Records provided:
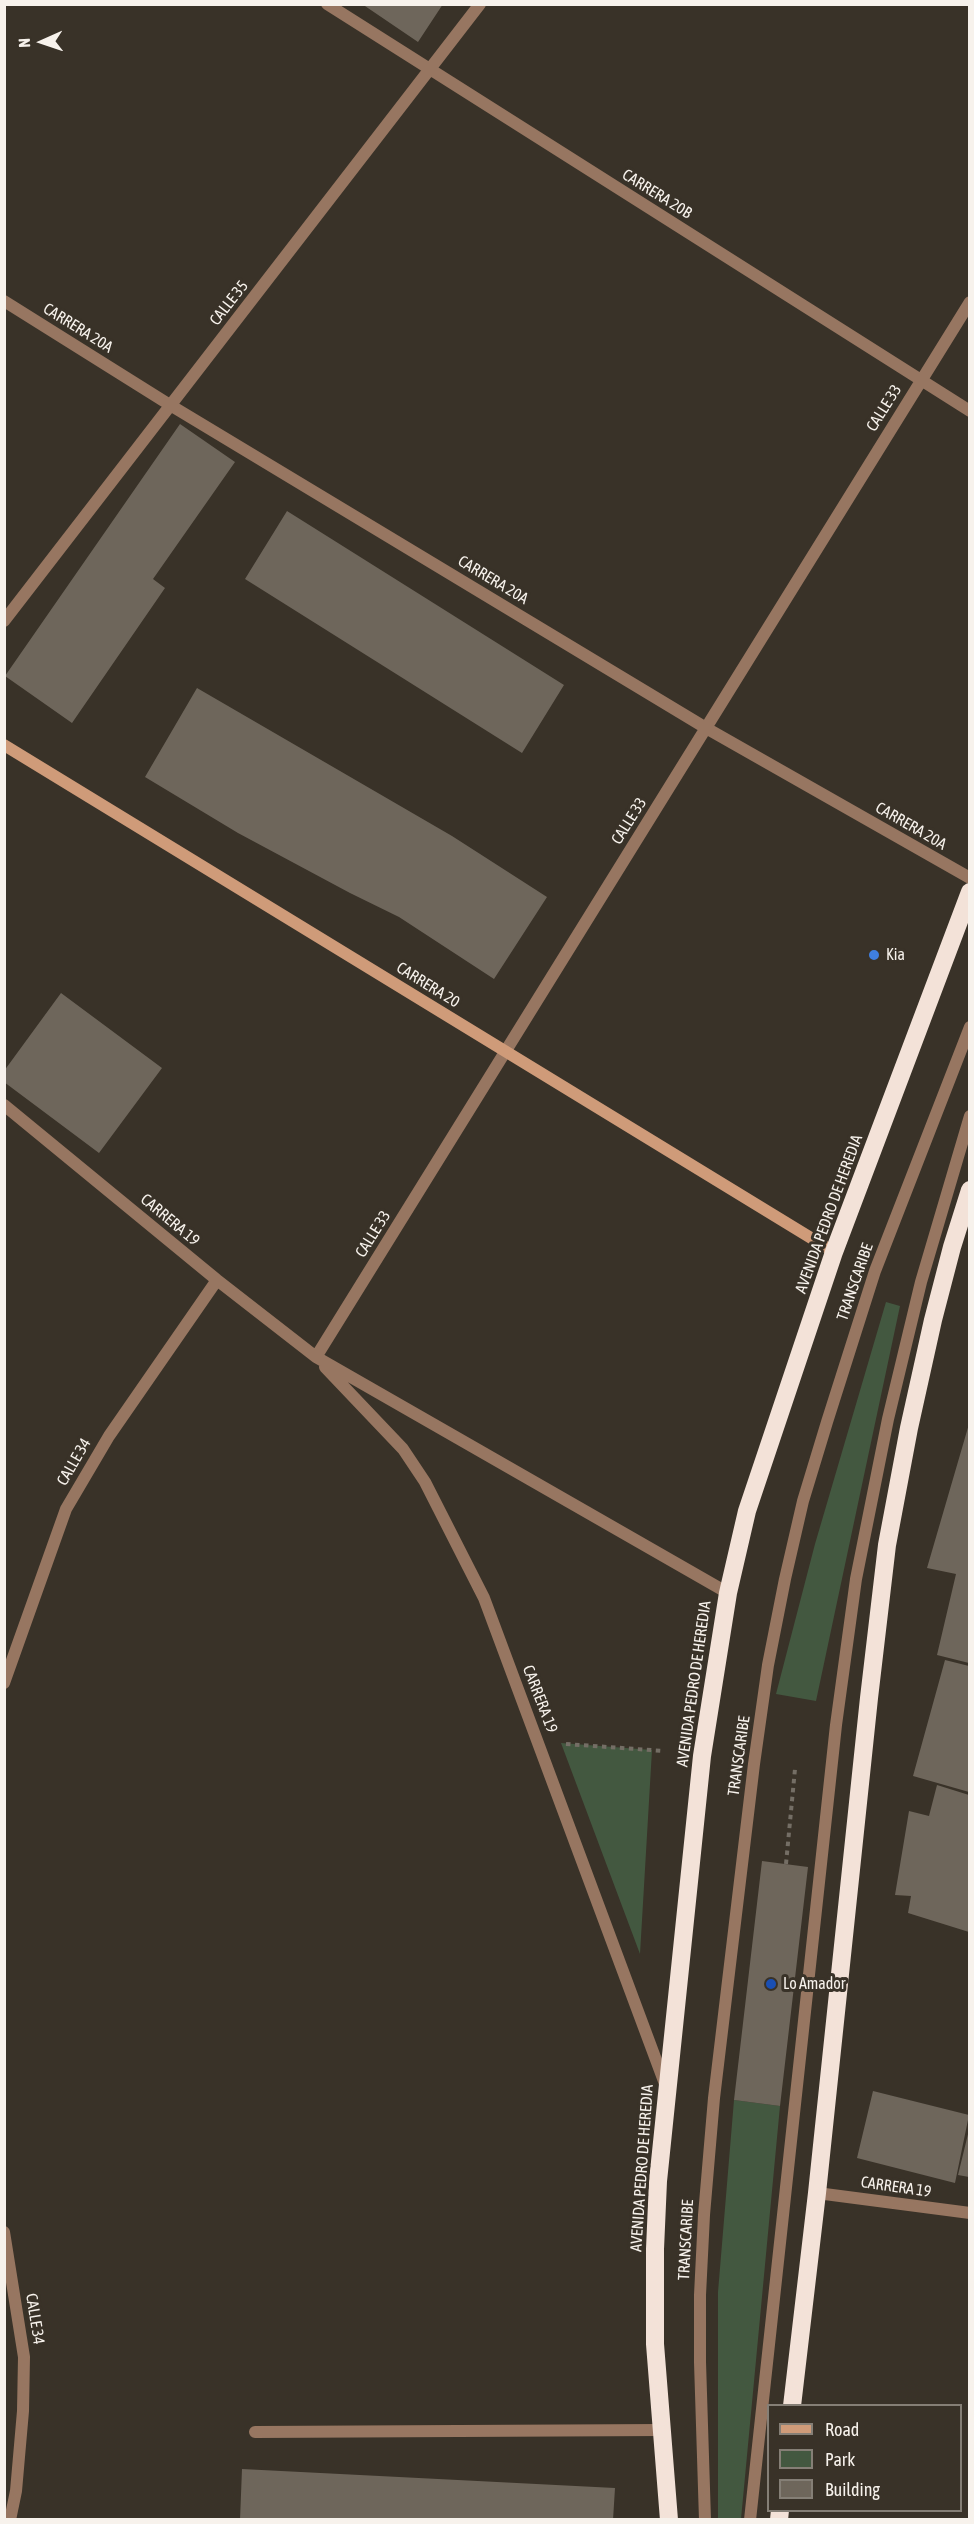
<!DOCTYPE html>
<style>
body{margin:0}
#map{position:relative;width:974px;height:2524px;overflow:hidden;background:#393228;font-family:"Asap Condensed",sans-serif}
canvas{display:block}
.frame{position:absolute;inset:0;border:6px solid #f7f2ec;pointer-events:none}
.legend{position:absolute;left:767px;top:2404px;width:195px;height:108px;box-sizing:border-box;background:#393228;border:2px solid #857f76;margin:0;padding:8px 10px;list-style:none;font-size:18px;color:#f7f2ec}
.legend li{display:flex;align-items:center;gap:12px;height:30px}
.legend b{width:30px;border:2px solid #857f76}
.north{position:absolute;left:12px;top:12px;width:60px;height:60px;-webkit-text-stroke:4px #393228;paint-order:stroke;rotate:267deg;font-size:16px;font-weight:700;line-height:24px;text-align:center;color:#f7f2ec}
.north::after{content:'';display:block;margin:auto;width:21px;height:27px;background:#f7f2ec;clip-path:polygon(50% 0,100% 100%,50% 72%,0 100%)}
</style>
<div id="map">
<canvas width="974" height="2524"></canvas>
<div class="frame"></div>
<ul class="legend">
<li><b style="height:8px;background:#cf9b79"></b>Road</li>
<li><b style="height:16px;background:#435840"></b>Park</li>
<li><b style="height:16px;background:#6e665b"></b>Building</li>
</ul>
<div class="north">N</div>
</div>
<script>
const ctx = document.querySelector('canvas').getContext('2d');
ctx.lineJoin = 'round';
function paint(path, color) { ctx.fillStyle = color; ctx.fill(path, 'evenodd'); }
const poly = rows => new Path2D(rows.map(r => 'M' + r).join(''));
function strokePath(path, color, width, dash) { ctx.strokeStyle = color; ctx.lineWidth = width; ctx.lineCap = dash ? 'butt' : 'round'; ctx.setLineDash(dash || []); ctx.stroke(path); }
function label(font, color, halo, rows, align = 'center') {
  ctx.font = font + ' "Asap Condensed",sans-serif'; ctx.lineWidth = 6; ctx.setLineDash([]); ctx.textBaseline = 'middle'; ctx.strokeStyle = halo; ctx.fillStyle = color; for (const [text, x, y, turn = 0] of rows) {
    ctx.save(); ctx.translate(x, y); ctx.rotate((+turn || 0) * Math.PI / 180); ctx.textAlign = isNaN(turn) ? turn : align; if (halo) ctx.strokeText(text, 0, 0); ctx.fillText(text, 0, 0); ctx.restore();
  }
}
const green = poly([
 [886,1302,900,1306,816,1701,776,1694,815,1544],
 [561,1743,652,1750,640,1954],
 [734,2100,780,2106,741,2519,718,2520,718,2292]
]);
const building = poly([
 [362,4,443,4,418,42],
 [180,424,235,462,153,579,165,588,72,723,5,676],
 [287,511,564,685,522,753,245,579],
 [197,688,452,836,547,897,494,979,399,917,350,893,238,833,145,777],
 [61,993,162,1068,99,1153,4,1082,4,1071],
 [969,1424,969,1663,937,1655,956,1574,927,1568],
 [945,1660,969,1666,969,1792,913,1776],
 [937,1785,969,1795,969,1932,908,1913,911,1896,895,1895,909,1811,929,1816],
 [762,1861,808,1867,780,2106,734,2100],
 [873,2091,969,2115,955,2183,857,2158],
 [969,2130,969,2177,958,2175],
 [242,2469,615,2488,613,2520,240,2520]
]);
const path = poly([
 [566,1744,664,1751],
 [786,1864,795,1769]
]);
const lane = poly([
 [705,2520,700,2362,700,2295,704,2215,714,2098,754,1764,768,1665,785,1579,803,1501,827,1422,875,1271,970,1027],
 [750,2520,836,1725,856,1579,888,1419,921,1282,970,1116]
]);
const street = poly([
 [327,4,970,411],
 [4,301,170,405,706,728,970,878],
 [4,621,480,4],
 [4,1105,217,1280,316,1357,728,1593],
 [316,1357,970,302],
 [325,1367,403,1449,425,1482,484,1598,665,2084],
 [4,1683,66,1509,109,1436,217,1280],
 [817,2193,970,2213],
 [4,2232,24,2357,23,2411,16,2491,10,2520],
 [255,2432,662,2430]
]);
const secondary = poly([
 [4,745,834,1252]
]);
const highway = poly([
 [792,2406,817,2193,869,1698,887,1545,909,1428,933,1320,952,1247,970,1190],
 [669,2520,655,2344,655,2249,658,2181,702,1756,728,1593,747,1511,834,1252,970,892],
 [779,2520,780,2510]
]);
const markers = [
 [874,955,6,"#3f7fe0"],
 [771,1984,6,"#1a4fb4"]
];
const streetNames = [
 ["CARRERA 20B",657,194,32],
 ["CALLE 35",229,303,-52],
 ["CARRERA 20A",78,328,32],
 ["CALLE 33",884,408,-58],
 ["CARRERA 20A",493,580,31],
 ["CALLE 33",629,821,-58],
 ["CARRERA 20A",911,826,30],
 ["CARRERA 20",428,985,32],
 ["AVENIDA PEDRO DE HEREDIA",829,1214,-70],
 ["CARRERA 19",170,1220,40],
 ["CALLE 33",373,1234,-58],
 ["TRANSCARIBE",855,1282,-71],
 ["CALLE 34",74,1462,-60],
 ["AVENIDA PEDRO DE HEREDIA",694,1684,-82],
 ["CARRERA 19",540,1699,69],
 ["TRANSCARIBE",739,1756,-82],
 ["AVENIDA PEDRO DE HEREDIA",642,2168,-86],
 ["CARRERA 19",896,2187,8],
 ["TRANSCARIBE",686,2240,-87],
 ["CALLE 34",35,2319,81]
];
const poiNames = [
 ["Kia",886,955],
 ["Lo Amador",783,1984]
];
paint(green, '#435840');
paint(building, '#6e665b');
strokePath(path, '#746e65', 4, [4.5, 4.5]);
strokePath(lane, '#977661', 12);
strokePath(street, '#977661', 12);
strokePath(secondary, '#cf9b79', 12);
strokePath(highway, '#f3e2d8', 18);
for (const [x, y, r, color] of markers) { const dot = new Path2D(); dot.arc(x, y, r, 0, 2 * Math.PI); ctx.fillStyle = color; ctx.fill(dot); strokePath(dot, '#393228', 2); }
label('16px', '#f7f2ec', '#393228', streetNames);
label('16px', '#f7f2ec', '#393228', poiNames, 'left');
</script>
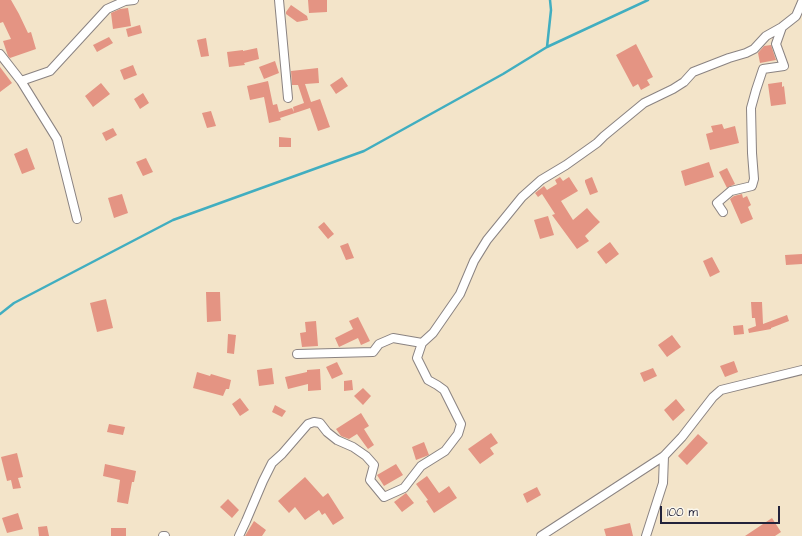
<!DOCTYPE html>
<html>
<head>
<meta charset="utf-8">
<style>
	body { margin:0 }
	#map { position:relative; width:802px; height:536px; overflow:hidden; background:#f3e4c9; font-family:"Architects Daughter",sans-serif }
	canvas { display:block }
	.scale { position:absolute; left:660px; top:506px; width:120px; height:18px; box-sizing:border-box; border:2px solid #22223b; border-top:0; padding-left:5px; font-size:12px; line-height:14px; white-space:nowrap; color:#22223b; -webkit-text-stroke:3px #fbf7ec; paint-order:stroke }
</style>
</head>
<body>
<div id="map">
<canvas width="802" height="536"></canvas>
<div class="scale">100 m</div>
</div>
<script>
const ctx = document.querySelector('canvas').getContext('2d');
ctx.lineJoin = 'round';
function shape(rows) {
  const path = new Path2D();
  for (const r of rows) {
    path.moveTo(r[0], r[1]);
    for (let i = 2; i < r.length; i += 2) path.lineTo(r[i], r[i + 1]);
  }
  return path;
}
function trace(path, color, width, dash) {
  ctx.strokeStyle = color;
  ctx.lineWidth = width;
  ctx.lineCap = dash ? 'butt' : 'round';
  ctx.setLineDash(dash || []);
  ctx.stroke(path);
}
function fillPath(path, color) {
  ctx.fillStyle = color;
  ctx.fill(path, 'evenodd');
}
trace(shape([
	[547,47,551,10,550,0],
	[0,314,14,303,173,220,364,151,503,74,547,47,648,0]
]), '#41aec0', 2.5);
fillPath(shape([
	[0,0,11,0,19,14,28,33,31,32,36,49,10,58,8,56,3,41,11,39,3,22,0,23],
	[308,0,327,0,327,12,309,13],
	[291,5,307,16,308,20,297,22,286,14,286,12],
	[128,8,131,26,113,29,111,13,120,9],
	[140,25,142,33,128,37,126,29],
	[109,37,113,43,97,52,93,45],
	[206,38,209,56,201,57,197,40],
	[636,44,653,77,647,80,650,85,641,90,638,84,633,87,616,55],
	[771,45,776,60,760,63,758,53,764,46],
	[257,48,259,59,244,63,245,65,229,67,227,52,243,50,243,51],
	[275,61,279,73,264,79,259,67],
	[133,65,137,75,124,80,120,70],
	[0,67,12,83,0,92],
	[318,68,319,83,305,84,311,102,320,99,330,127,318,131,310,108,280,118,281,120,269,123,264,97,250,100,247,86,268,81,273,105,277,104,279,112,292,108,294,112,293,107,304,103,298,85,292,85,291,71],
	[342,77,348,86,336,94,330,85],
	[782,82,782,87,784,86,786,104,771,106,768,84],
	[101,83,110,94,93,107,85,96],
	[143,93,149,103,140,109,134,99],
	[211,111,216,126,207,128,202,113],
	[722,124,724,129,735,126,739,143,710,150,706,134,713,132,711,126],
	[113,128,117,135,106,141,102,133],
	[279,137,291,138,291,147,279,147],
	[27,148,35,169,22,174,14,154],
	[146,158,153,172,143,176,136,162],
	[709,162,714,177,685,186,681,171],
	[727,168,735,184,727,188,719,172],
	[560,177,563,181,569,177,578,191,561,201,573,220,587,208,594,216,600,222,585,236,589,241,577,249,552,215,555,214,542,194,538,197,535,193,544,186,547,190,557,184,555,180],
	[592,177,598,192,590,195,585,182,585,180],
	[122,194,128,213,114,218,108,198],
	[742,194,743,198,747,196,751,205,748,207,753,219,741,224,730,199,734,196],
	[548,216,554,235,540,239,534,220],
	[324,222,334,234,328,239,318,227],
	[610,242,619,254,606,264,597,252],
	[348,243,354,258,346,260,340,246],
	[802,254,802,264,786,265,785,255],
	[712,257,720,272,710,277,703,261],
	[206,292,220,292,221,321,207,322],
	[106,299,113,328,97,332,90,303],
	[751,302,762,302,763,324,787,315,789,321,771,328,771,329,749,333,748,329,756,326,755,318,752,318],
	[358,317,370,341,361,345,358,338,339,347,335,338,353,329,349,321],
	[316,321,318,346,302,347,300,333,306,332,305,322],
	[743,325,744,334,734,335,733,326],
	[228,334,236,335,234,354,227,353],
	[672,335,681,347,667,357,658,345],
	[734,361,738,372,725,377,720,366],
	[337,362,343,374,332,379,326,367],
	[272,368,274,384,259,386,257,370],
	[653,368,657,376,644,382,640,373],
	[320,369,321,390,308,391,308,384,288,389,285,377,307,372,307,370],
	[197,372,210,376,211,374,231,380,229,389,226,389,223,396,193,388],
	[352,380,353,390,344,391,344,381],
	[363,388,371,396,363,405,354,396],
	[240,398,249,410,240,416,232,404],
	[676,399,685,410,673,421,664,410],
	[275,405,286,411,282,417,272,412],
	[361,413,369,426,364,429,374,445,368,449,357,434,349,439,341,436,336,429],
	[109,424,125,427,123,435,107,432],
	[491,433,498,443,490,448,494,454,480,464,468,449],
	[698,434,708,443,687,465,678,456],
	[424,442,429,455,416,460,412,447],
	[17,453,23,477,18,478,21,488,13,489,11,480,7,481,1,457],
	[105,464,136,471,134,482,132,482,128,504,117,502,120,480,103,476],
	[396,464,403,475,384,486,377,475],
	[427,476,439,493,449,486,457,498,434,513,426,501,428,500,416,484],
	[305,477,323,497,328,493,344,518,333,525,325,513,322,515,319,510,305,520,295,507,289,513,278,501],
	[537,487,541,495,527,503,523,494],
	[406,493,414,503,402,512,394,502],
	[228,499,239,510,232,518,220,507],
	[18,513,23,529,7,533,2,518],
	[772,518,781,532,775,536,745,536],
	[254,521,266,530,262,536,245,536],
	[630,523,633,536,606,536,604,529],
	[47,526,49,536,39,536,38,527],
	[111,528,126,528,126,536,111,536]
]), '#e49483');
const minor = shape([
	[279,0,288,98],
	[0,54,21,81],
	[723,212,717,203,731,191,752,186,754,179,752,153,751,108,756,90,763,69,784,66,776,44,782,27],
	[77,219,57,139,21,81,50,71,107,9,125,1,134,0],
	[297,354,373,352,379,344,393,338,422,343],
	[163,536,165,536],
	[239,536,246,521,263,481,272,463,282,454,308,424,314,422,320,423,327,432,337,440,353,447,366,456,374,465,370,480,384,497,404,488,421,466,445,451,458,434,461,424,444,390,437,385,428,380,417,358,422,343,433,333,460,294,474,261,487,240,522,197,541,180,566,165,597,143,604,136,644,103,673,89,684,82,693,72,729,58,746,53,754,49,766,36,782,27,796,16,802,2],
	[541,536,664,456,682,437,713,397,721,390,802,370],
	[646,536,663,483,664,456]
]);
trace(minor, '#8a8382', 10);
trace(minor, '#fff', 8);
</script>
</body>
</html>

What this task involves:
Above are entries; state the number of lines among them that contain "scale", and nothing else.

Completed exercise:
2